There’s a case to be made that all 14 ACC teams fall into one of two categories this season: Teams with strong QBs and teams that think they’ll have one by year’s end.
Top to bottom, this might be the best quarterback season the ACC has seen in years. How do the ACC’s teams stack up? We’ve done our best to rank them.
Justin Thomas is perhaps the best pure playmaker in the ACC, but what makes him truly special is that he’s a perfect fit for Paul Johnson’s system. Add to that a terrific backup in Tim Byerly, and the Jackets narrowly take the top spot.
Health concerns are the only legitimate critique of Deshaun Watson at this point, but even as a true freshman playing with a torn ACL, he still thumped rival South Carolina last season. Project his numbers over the course of a complete season, and he’s a Heisman front-runner. If Watson can’t stay healthy though, Clemson’s QB situation is a major wild card.
Here’s the list of true freshman QBs who’ve thrown for 3,000 yards and 25 touchdowns in the last decade: Brad Kaaya. That’s it.
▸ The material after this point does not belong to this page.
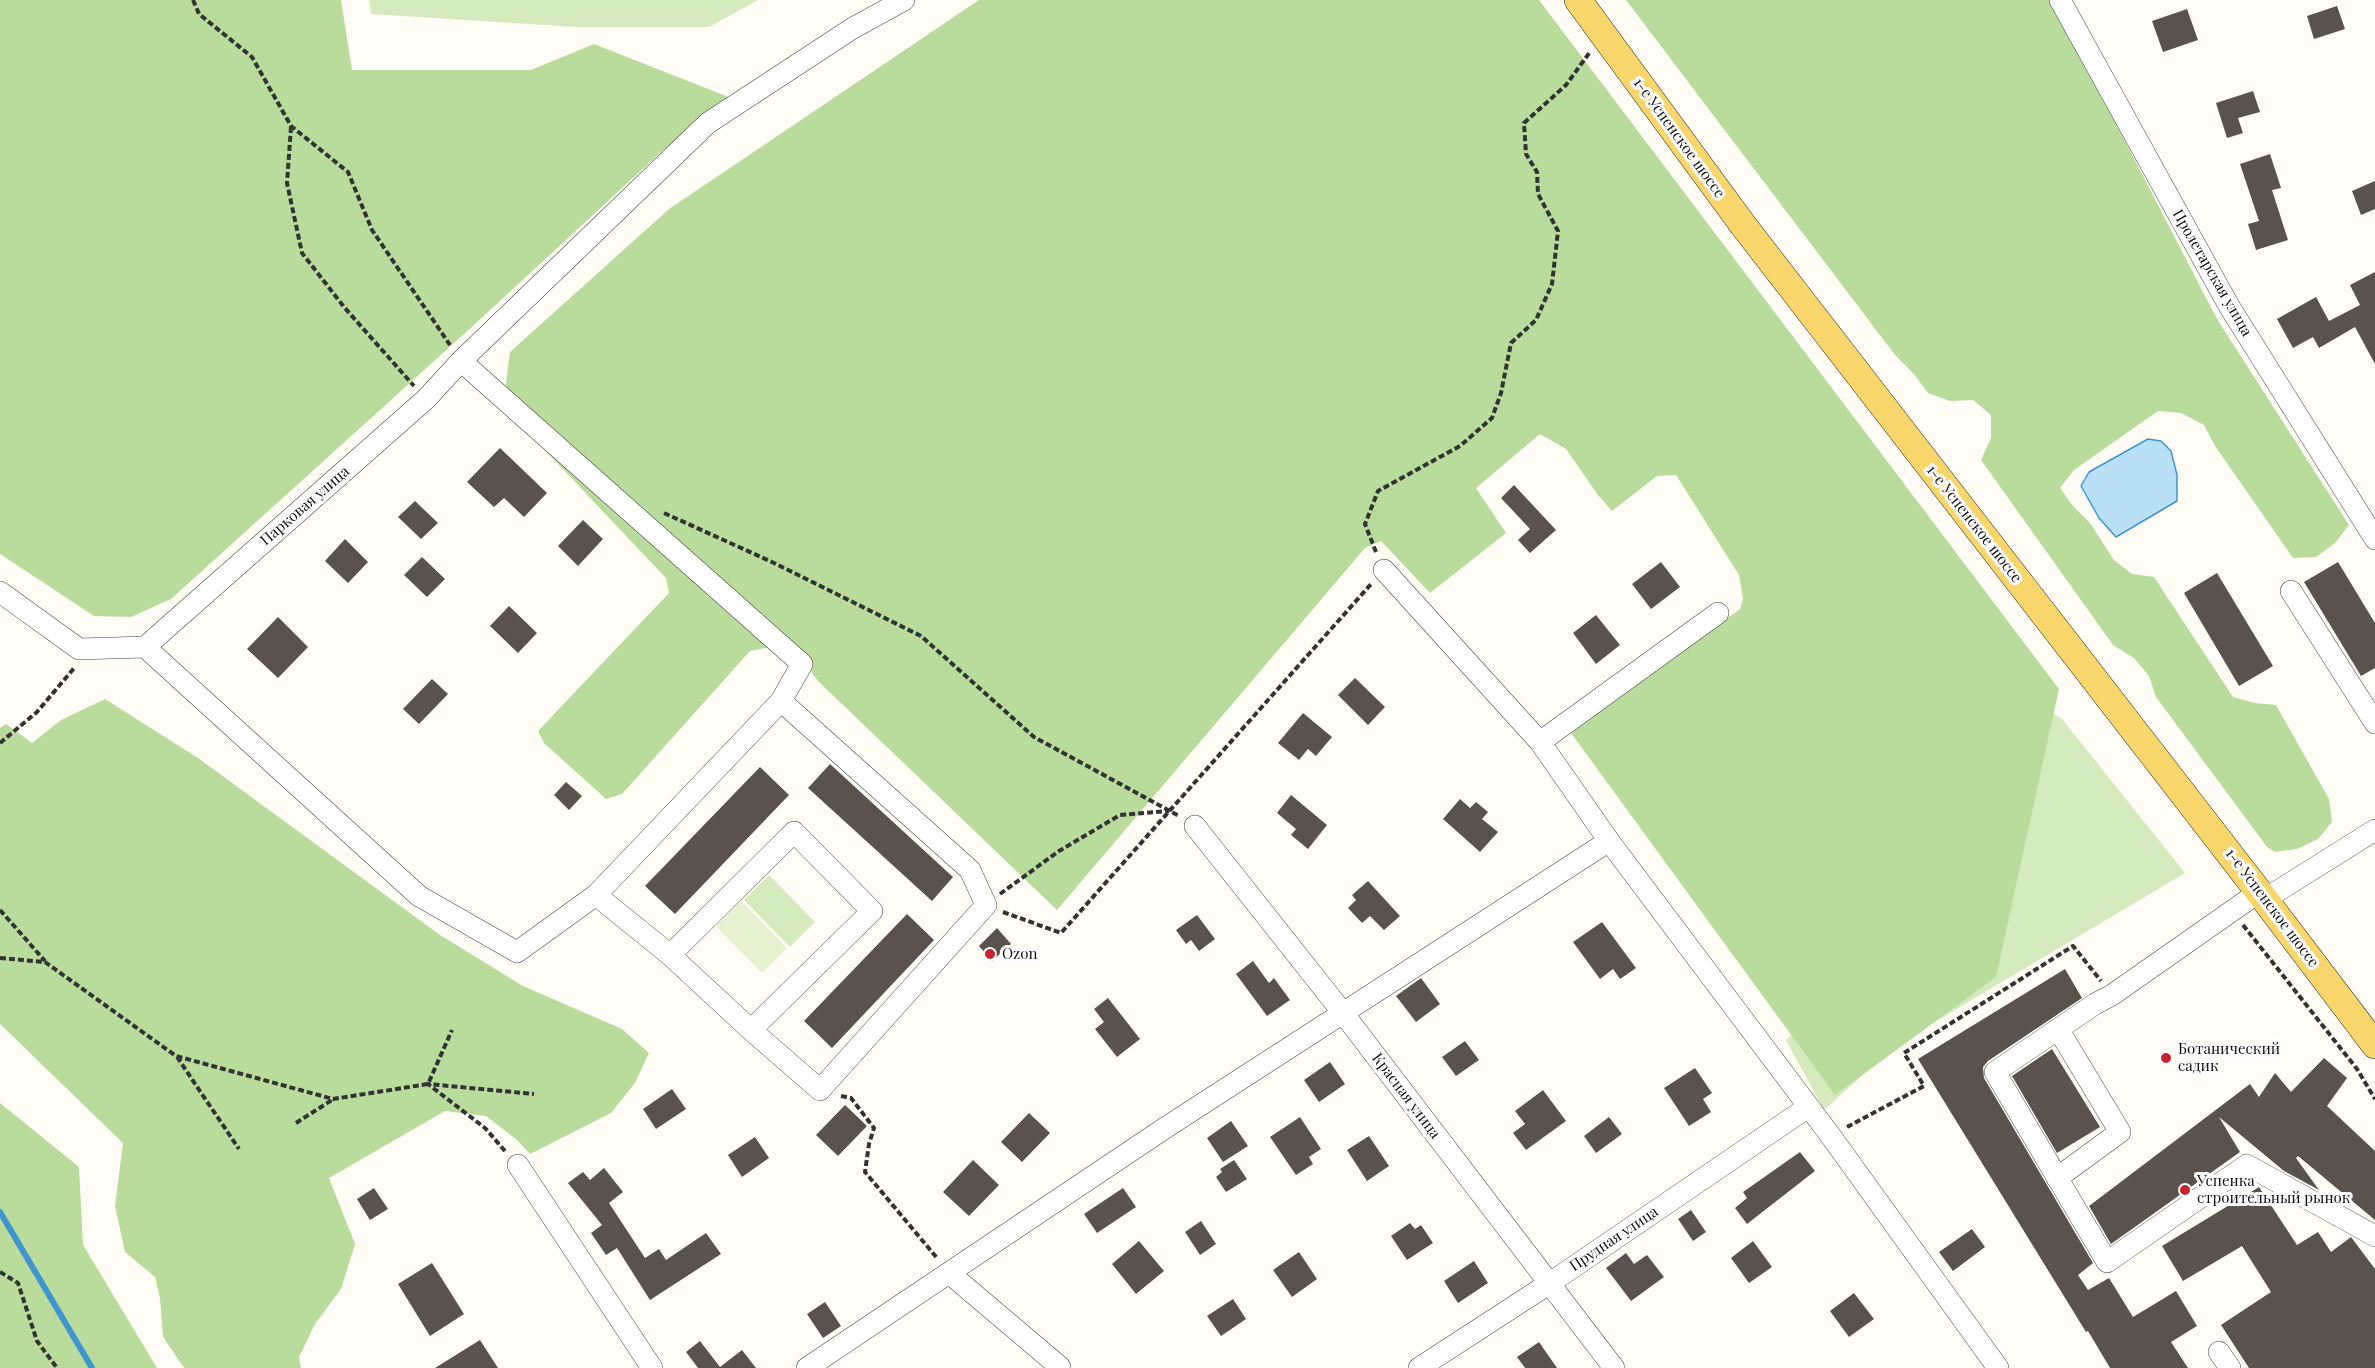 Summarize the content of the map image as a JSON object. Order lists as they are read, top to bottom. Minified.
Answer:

He led the ACC in yards-per-attempt and passing TDs last season and expectations are even higher for 2015.
Marquise Williams accounted for more than 3,800 yards and 35 touchdowns last season despite playing much of the season with a nagging hip injury. Now he’s fully healthy and has nine returning starters surrounding him on offense. Add in Mitch Trubisky behind him, and there’s a strong case North Carolina has one of the best 1-2 punches in the country.
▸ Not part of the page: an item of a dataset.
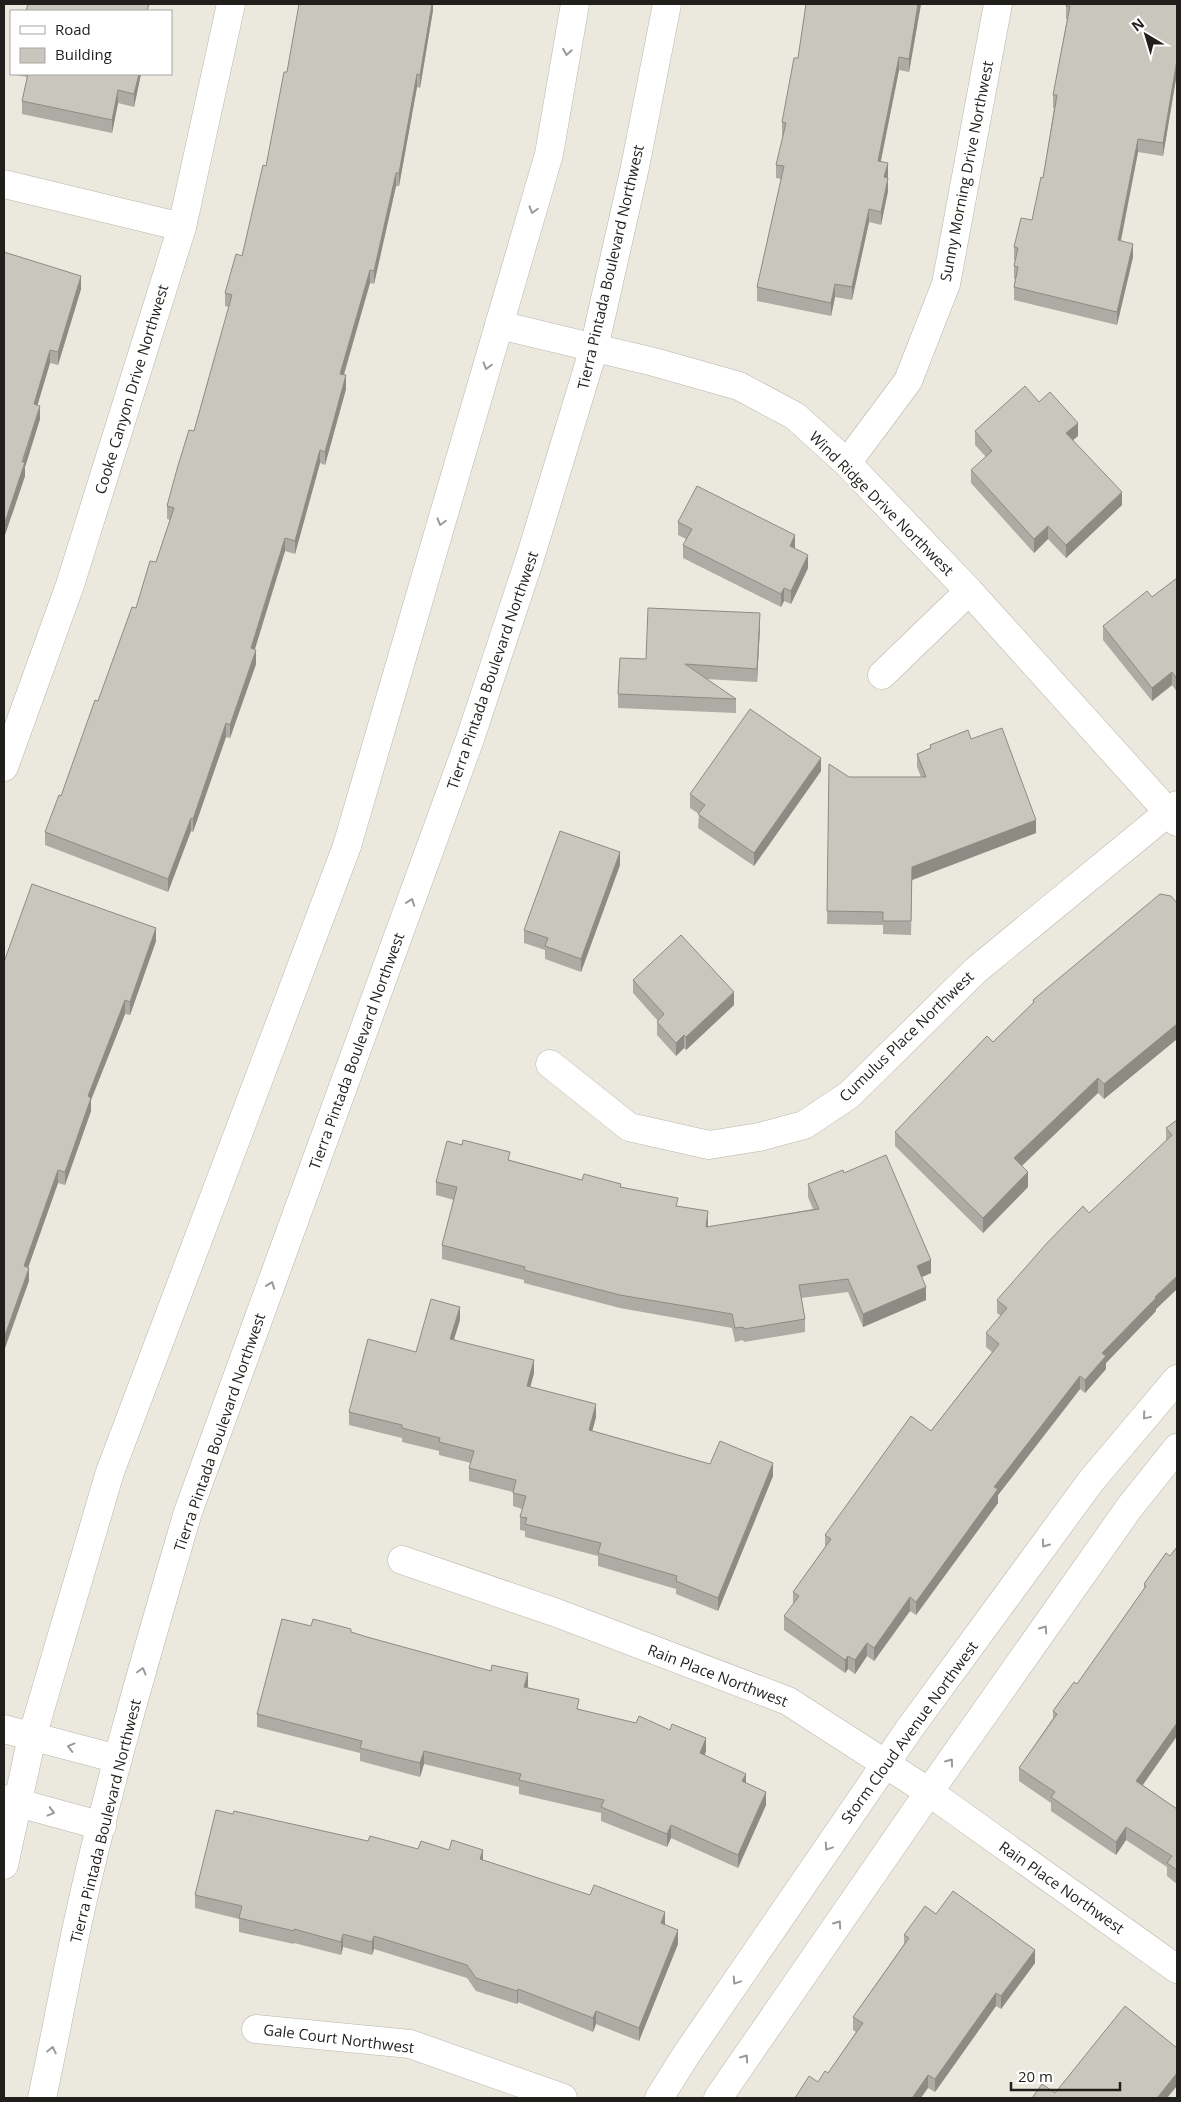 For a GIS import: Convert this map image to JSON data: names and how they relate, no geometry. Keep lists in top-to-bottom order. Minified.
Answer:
{"streets":{"street":["Sunny Morning Drive Northwest","Tierra Pintada Boulevard Northwest","Cooke Canyon Drive Northwest","Wind Ridge Drive Northwest","Cumulus Place Northwest","Rain Place Northwest","Storm Cloud Avenue Northwest","Gale Court Northwest"]},"crossings":[["Sunny Morning Drive Northwest","Wind Ridge Drive Northwest"],["Tierra Pintada Boulevard Northwest","Wind Ridge Drive Northwest"],["Wind Ridge Drive Northwest","Cumulus Place Northwest"],["Rain Place Northwest","Storm Cloud Avenue Northwest"]],"legend":["Road","Building"],"scale_bar":"20 m","north":"top left"}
At midseason in 2014, Everett Golson was a legitimate Heisman candidate. The second half of the season had too many turnovers and too many Notre Dame defeats, and he ended up transferring to Florida State. That could be a boon for both Golson and the Seminoles as he takes over an offense that’s short on experience but loaded with talent.
The only Power 5 QBs in the country last year to account for 25 touchdowns, 3,000 yards and no more than five interceptions included Jacoby Brissett, Marcus Mariota, Brett Hundley and Cody Kessler. It’s an elite list, and Brissett proved during an impressive 2014 that he belonged.
Down the stretch last season, Chad Voytik was as good as any quarterback in the ACC. Now he’s got a year of starting experience under his belt and has two of the league’s best offensive weapons around him.
With a young supporting cast, a makeshift O-line and just two months on campus, Michael Brewer was thrown to the wolves last season. He struggled at times, but he did knock off Ohio State and finished the year with the eight-lowest interception rate among P5 QBs from Week 8 on.
Reggie Bonnafon hasn’t locked up the starting job, but there’s still so much optimism about Bonnafon’s future at Louisville that it’s hard to imagine him not contributing in a big way this year. Even if he doesn’t, Louisville proved it has plenty of depth with Will Gardner and Kyle Bolin both having starting experience, too.
10. Duke Blue Devils
Thomas Sirk's playing time is limited, but he takes over a Duke offense with playmakers around him and a solid offensive line. He also brings a dangerous level of athleticism to the table that should make him a tough matchup for opposing defenses.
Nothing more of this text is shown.